Excerpts from a dataset =>
◆ ◆ ◆
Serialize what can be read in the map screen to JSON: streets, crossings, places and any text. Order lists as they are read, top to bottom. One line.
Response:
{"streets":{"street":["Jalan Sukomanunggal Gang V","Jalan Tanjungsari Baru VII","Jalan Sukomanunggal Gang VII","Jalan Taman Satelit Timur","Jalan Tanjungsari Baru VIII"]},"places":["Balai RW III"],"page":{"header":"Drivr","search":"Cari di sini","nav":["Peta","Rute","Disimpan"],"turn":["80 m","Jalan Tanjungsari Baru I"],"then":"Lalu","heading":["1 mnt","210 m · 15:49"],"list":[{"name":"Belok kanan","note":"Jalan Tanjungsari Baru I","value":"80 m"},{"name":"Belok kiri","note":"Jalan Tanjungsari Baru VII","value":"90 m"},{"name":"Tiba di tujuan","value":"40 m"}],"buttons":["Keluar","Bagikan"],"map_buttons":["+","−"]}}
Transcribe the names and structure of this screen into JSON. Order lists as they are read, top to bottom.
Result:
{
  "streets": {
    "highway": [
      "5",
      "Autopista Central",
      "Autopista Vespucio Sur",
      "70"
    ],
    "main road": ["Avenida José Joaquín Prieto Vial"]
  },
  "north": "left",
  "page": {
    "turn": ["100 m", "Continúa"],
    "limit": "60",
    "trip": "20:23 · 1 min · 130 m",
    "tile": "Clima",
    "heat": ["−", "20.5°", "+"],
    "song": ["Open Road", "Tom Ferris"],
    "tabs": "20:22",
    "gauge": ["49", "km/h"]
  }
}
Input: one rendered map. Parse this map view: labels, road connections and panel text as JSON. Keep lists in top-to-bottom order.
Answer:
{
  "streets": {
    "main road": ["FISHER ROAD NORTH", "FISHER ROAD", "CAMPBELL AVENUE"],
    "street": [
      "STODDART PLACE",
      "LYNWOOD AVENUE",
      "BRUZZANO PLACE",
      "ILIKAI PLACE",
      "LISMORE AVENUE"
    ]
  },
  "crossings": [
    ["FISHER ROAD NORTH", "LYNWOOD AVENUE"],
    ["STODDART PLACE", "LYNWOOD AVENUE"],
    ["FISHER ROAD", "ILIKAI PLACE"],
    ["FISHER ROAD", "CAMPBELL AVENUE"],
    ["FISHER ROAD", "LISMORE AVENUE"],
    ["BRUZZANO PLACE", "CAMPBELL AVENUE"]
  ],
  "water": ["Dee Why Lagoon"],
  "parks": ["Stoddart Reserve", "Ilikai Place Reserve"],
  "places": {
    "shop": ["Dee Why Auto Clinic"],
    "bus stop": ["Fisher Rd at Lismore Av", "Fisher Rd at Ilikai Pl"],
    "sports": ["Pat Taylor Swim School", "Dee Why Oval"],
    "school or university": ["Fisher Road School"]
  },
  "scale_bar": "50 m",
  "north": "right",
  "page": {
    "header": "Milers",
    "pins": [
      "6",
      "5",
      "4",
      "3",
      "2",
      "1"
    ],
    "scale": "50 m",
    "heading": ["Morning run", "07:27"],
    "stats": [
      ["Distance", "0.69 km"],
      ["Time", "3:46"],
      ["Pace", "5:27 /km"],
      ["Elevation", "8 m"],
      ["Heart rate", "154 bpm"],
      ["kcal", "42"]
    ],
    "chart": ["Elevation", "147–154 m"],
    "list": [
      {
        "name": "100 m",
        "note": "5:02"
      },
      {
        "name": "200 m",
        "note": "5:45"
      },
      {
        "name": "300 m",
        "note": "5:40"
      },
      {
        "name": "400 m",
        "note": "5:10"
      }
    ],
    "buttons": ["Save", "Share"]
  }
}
◆ ◆ ◆
All of the records above should be repeated exactly.

Serialize what can be read in the map screen to JSON: streets, crossings, places and any text. Order lists as they are read, top to bottom. One line.
Response:
{"streets":{"street":["Jalan Sukomanunggal Gang V","Jalan Tanjungsari Baru VII","Jalan Sukomanunggal Gang VII","Jalan Taman Satelit Timur","Jalan Tanjungsari Baru VIII"]},"places":["Balai RW III"],"page":{"header":"Drivr","search":"Cari di sini","nav":["Peta","Rute","Disimpan"],"turn":["80 m","Jalan Tanjungsari Baru I"],"then":"Lalu","heading":["1 mnt","210 m · 15:49"],"list":[{"name":"Belok kanan","note":"Jalan Tanjungsari Baru I","value":"80 m"},{"name":"Belok kiri","note":"Jalan Tanjungsari Baru VII","value":"90 m"},{"name":"Tiba di tujuan","value":"40 m"}],"buttons":["Keluar","Bagikan"],"map_buttons":["+","−"]}}
Transcribe the names and structure of this screen into JSON. Order lists as they are read, top to bottom.
Result:
{
  "streets": {
    "highway": [
      "5",
      "Autopista Central",
      "Autopista Vespucio Sur",
      "70"
    ],
    "main road": ["Avenida José Joaquín Prieto Vial"]
  },
  "north": "left",
  "page": {
    "turn": ["100 m", "Continúa"],
    "limit": "60",
    "trip": "20:23 · 1 min · 130 m",
    "tile": "Clima",
    "heat": ["−", "20.5°", "+"],
    "song": ["Open Road", "Tom Ferris"],
    "tabs": "20:22",
    "gauge": ["49", "km/h"]
  }
}
Input: one rendered map. Parse this map view: labels, road connections and panel text as JSON. Keep lists in top-to-bottom order.
Answer:
{
  "streets": {
    "main road": ["FISHER ROAD NORTH", "FISHER ROAD", "CAMPBELL AVENUE"],
    "street": [
      "STODDART PLACE",
      "LYNWOOD AVENUE",
      "BRUZZANO PLACE",
      "ILIKAI PLACE",
      "LISMORE AVENUE"
    ]
  },
  "crossings": [
    ["FISHER ROAD NORTH", "LYNWOOD AVENUE"],
    ["STODDART PLACE", "LYNWOOD AVENUE"],
    ["FISHER ROAD", "ILIKAI PLACE"],
    ["FISHER ROAD", "CAMPBELL AVENUE"],
    ["FISHER ROAD", "LISMORE AVENUE"],
    ["BRUZZANO PLACE", "CAMPBELL AVENUE"]
  ],
  "water": ["Dee Why Lagoon"],
  "parks": ["Stoddart Reserve", "Ilikai Place Reserve"],
  "places": {
    "shop": ["Dee Why Auto Clinic"],
    "bus stop": ["Fisher Rd at Lismore Av", "Fisher Rd at Ilikai Pl"],
    "sports": ["Pat Taylor Swim School", "Dee Why Oval"],
    "school or university": ["Fisher Road School"]
  },
  "scale_bar": "50 m",
  "north": "right",
  "page": {
    "header": "Milers",
    "pins": [
      "6",
      "5",
      "4",
      "3",
      "2",
      "1"
    ],
    "scale": "50 m",
    "heading": ["Morning run", "07:27"],
    "stats": [
      ["Distance", "0.69 km"],
      ["Time", "3:46"],
      ["Pace", "5:27 /km"],
      ["Elevation", "8 m"],
      ["Heart rate", "154 bpm"],
      ["kcal", "42"]
    ],
    "chart": ["Elevation", "147–154 m"],
    "list": [
      {
        "name": "100 m",
        "note": "5:02"
      },
      {
        "name": "200 m",
        "note": "5:45"
      },
      {
        "name": "300 m",
        "note": "5:40"
      },
      {
        "name": "400 m",
        "note": "5:10"
      }
    ],
    "buttons": ["Save", "Share"]
  }
}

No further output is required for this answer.